Arizona is ranked 9th in the country for new National Board Certified Teachers (NBCT) and 18th for the total number of NBCTs. Recently, Arizona held their annual Celebration of Teaching gala where they inducted 81 new NBCTs. Arizona now has a total of 1,538 teachers statewide who have achieved National Board Certification. Closer to home, Apache County currently has six NBCTs and Navajo County currently has three NBCTs with three more in the process.

NBCTs are very reflective about their teaching. “Educators should be the experts in the classrooms,” shares National Board Candidate Chris Jones (Show Low District). “In order to do that, we need to continue to learn, reflect, and adjust to best meet the needs of our students.
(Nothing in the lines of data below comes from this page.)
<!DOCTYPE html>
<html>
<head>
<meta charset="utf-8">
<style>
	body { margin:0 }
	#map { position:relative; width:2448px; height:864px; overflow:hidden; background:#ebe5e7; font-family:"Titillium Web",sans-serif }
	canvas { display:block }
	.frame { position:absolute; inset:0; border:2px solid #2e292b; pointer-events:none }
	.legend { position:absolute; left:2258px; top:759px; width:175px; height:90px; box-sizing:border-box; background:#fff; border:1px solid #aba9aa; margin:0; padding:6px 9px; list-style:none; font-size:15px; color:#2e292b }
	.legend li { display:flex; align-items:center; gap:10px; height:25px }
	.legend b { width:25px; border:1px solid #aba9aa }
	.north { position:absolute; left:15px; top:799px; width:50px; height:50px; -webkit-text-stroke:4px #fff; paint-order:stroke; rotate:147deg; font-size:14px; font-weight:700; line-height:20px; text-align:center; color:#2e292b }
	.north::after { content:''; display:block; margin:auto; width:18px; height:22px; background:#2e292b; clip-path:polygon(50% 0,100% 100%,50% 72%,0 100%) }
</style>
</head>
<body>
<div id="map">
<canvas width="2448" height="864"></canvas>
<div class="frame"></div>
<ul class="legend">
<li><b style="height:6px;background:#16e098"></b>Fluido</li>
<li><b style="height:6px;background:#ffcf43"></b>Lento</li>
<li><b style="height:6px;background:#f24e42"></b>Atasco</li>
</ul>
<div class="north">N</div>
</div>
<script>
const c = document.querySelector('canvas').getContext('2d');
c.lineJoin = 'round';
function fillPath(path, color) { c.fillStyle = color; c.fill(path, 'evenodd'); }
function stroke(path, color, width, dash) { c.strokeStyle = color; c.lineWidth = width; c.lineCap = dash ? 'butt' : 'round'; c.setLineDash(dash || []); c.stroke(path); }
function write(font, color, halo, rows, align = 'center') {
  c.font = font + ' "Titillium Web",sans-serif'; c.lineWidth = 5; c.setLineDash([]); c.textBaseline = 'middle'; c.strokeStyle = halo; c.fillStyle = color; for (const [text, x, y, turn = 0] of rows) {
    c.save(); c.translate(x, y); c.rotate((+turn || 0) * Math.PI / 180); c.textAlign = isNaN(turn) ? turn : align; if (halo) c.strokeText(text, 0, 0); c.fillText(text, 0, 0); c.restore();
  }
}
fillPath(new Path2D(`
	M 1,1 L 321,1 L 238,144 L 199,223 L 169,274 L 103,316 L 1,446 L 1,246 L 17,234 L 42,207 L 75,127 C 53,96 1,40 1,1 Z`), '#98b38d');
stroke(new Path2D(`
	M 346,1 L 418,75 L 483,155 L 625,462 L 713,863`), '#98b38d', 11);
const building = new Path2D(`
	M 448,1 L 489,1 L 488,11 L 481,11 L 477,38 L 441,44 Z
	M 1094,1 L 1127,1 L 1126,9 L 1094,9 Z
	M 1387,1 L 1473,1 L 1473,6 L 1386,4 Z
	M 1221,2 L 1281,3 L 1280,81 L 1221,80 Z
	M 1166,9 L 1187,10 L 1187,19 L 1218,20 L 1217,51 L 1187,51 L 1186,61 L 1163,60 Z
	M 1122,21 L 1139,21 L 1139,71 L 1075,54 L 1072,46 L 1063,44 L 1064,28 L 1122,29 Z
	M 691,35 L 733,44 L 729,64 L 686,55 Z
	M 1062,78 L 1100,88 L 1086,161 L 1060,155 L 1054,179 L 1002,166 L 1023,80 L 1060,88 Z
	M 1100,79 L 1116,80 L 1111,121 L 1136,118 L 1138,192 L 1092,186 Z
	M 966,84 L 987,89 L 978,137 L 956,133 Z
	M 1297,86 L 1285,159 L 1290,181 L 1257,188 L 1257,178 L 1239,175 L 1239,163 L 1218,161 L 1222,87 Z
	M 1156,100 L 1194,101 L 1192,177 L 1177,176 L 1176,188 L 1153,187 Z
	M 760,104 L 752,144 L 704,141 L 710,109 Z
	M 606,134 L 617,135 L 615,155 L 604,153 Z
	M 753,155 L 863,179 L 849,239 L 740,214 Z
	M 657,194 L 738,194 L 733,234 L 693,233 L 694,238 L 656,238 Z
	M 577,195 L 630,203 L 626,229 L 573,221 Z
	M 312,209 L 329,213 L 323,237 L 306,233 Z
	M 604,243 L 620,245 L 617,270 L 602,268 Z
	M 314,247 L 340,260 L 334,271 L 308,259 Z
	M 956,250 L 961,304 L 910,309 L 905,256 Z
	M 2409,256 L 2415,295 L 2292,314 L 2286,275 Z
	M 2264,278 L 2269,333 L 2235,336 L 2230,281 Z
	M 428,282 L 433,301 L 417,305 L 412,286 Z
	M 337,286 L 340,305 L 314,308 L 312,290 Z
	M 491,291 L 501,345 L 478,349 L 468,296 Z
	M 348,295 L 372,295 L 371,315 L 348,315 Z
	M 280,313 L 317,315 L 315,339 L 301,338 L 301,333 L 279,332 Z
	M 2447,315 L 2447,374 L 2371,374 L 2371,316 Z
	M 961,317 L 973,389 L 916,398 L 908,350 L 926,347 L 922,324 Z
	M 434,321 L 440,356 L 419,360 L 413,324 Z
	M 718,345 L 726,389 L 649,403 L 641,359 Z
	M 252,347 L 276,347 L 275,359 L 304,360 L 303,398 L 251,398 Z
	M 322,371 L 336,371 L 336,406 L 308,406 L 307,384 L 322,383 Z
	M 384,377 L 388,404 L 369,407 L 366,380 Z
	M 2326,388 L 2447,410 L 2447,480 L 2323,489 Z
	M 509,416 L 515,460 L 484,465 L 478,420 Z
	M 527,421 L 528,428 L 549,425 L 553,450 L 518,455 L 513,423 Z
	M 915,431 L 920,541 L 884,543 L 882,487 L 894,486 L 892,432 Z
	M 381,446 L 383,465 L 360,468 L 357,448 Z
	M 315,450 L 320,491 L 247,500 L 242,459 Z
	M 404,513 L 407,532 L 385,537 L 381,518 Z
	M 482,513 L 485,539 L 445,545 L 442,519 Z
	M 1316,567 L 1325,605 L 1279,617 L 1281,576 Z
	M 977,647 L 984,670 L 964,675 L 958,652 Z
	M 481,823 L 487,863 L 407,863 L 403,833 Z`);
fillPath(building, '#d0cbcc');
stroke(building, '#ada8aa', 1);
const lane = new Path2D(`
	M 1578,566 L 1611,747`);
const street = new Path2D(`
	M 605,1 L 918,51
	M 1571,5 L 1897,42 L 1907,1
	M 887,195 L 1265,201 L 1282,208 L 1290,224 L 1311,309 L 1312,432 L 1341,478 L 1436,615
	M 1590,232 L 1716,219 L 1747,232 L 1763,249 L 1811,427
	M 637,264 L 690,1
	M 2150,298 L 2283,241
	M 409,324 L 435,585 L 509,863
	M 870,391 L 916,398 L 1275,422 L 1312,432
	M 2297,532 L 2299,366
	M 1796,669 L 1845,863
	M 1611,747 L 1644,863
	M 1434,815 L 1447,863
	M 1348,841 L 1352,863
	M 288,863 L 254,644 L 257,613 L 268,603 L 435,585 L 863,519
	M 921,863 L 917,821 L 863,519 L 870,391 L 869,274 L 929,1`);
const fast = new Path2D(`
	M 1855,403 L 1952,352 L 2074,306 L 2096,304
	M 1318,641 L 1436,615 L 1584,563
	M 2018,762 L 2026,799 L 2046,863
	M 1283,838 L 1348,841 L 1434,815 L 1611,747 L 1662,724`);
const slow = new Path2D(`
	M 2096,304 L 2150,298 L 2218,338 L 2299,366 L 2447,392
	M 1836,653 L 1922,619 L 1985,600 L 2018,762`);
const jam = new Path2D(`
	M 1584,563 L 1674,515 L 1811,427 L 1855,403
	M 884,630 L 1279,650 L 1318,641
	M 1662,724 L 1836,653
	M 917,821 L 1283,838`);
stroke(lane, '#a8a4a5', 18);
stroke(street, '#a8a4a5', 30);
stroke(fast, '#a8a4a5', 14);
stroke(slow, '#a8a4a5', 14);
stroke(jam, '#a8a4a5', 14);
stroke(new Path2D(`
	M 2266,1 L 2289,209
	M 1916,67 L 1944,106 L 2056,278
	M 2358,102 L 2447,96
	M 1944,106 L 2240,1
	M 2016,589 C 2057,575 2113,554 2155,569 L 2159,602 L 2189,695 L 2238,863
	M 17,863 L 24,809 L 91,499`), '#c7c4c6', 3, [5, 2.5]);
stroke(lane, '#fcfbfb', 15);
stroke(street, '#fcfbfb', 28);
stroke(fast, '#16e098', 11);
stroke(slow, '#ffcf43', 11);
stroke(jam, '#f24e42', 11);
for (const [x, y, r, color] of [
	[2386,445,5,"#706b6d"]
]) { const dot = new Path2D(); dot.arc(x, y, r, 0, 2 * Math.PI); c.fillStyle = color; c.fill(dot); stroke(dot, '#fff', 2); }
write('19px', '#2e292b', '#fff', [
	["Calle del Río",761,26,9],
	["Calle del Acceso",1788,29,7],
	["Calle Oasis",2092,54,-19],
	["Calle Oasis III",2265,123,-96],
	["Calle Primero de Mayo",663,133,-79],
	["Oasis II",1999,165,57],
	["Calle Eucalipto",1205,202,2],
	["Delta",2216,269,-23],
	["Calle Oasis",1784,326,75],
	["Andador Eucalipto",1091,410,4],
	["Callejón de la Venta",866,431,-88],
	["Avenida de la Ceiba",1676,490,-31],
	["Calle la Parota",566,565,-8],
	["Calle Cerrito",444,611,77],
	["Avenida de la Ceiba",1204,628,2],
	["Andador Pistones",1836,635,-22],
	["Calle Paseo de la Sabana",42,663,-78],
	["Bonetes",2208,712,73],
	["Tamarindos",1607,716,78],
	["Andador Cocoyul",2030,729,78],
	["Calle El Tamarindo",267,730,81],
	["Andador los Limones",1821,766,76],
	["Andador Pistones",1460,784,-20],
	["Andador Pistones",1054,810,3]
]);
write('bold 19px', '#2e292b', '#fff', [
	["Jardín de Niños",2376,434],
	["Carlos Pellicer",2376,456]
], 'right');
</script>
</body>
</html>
I want to be just that — the best educator I can be simply because my students deserve it.”

Whiteriver teacher and National Board Candidate Sierra Collins maintains that “My instruction is changing because I am being more direct and intentional in my instruction.”

While the benefits to the teachers range from district to district (5% pay increase, $2,000 annual bonus, etc.), the impact is evidenced in the students. Students of National Board Certified Teachers gained an average of 1-2 months additional instruction compared to their peers in other classrooms. The impact was even greater in low-resource schools (nbpts.org). “Students of National Board Certified Teachers demonstrated evidence of deeper learning nearly three times more frequently than their peers,” (nbpts.org).

The process to become National Board Certified is very rigorous and can take multiple years to complete. The Arizona K12 Center and the Navajo County Education Service Agency are supporting local teachers as they work towards certification. Support includes: institutes in the summer, monthly support meetings and webinars.

“We want to help districts attract, support, and retain qualified teachers in our area,” states Susan Rodriguez, Navajo County Education Specialist and National Board Certified Teacher.